Copy the listing that follows exactly. Its pictures do not belong in the copy.

DATASET EXCERPT =
==*==

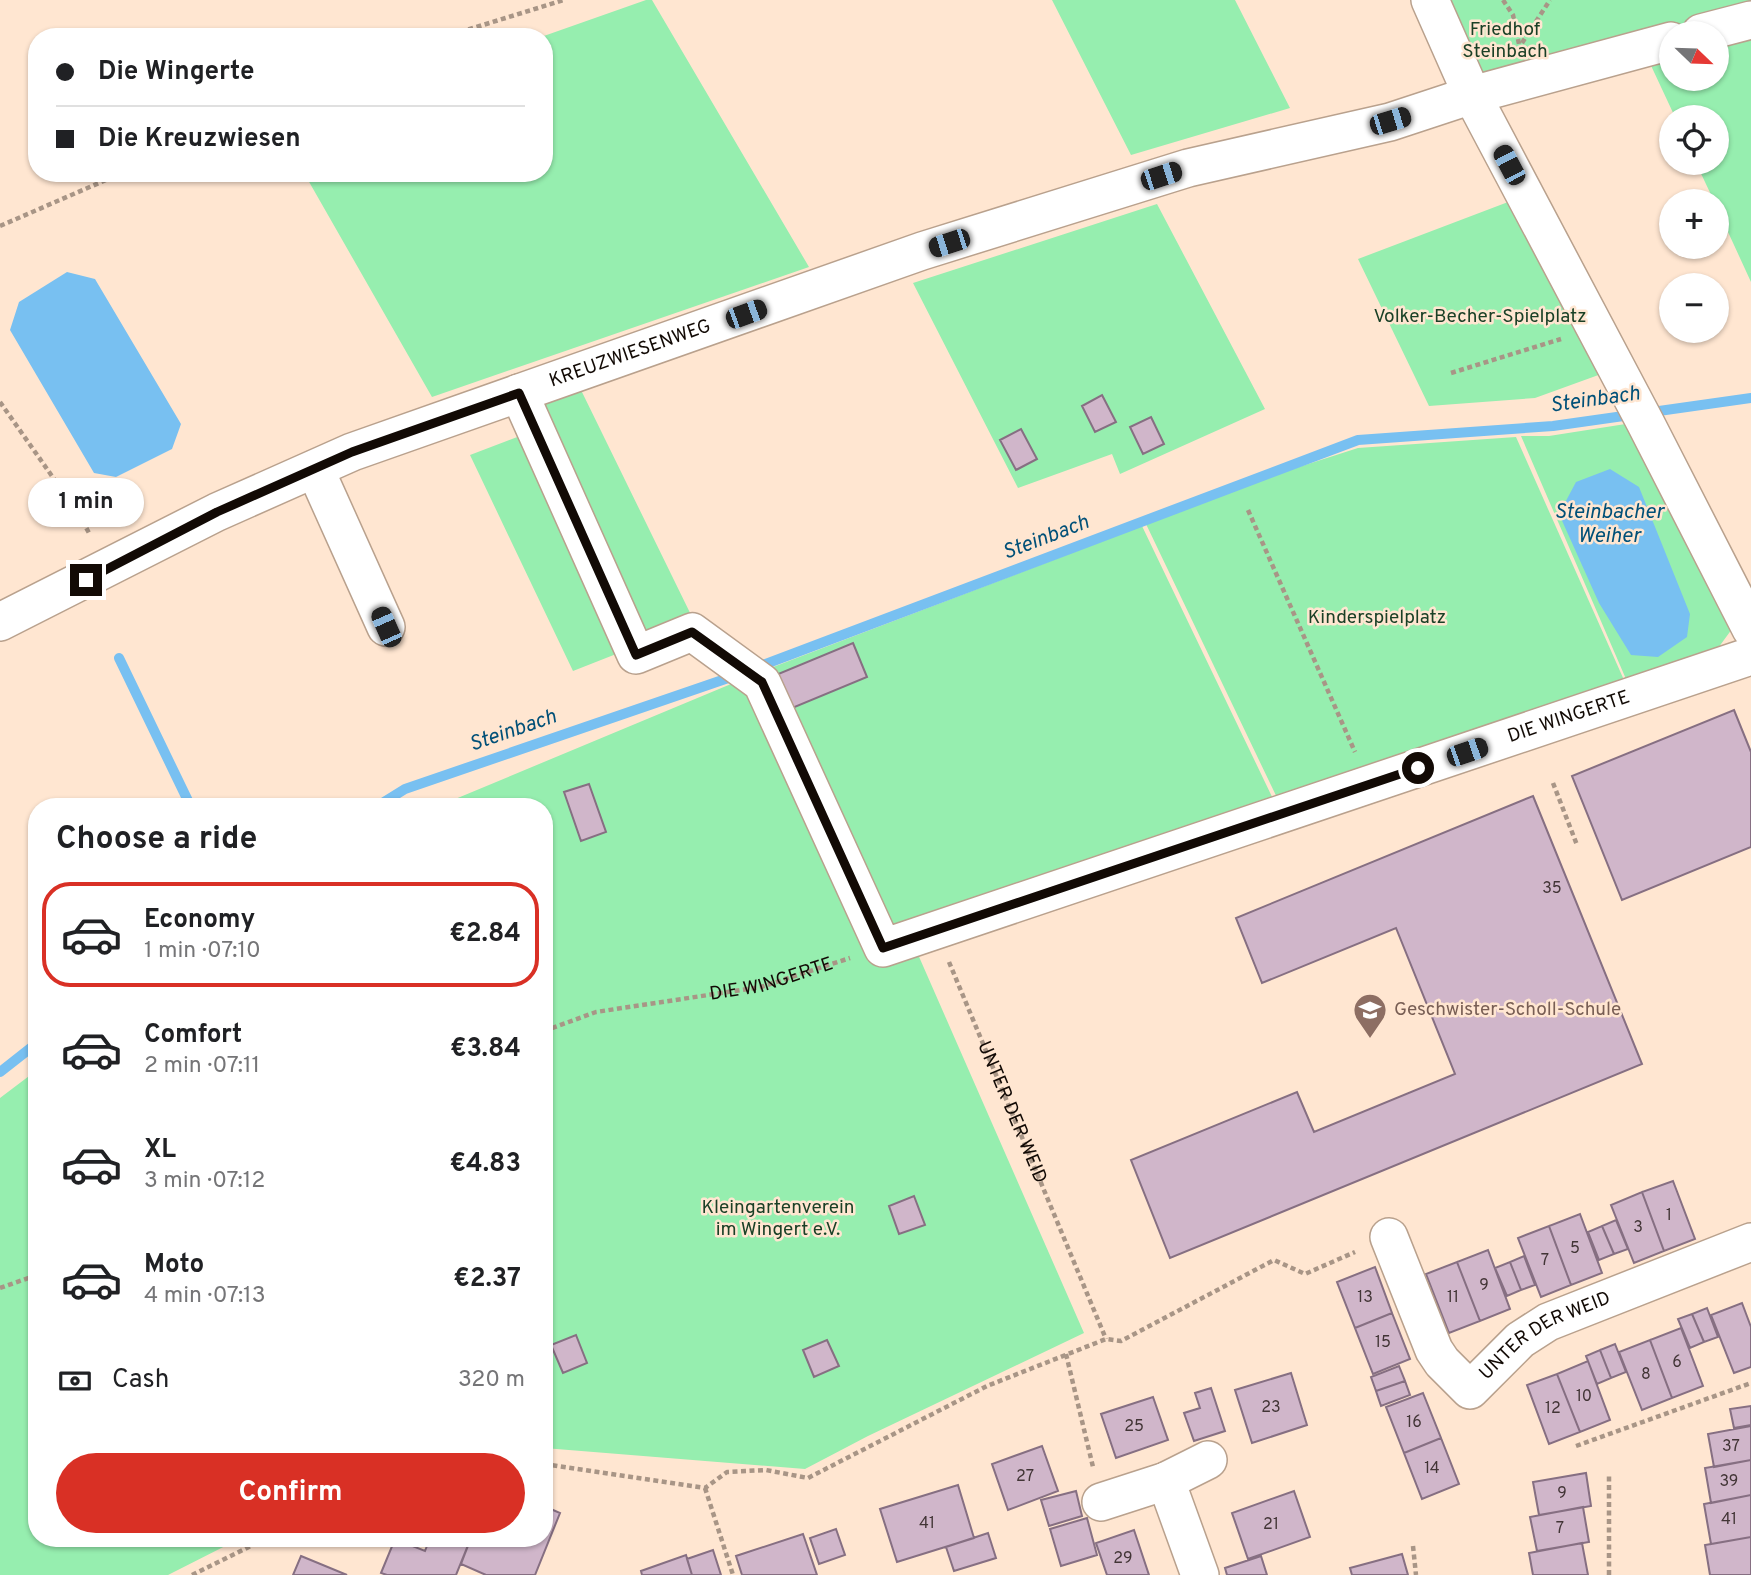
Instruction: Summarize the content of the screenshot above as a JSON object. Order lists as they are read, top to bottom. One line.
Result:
{"streets":{"street":["KREUZWIESENWEG","DIE WINGERTE","UNTER DER WEID"]},"water":["Steinbach","Steinbacher Weiher"],"parks":["Friedhof Steinbach","Volker-Becher-Spielplatz","Kinderspielplatz","Kleingartenverein im Wingert e.V."],"places":{"school or university":["Geschwister-Scholl-Schule"]},"house_numbers":["35","1","3","5","7","9","13","11","15","6","8","10","23","12","16","25","37","14","27","39","9","41","41","21","7","29"],"north":"bottom right","page":{"map_buttons":["+","−"],"banner":["Die Wingerte","Die Kreuzwiesen"],"bubble":"1 min","heading":"Choose a ride","list":[{"name":"Economy","note":"1 min · 07:10","value":"€2.84"},{"name":"Comfort","note":"2 min · 07:11","value":"€3.84"},{"name":"XL","note":"3 min · 07:12","value":"€4.83"},{"name":"Moto","note":"4 min · 07:13","value":"€2.37"}],"pay":["Cash","320 m"],"buttons":"Confirm"}}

==*==

TASK ANSWER =
Instruction: Summarize the content of the screenshot above as a JSON object. Order lists as they are read, top to bottom. One line.
Result:
{"streets":{"street":["KREUZWIESENWEG","DIE WINGERTE","UNTER DER WEID"]},"water":["Steinbach","Steinbacher Weiher"],"parks":["Friedhof Steinbach","Volker-Becher-Spielplatz","Kinderspielplatz","Kleingartenverein im Wingert e.V."],"places":{"school or university":["Geschwister-Scholl-Schule"]},"house_numbers":["35","1","3","5","7","9","13","11","15","6","8","10","23","12","16","25","37","14","27","39","9","41","41","21","7","29"],"north":"bottom right","page":{"map_buttons":["+","−"],"banner":["Die Wingerte","Die Kreuzwiesen"],"bubble":"1 min","heading":"Choose a ride","list":[{"name":"Economy","note":"1 min · 07:10","value":"€2.84"},{"name":"Comfort","note":"2 min · 07:11","value":"€3.84"},{"name":"XL","note":"3 min · 07:12","value":"€4.83"},{"name":"Moto","note":"4 min · 07:13","value":"€2.37"}],"pay":["Cash","320 m"],"buttons":"Confirm"}}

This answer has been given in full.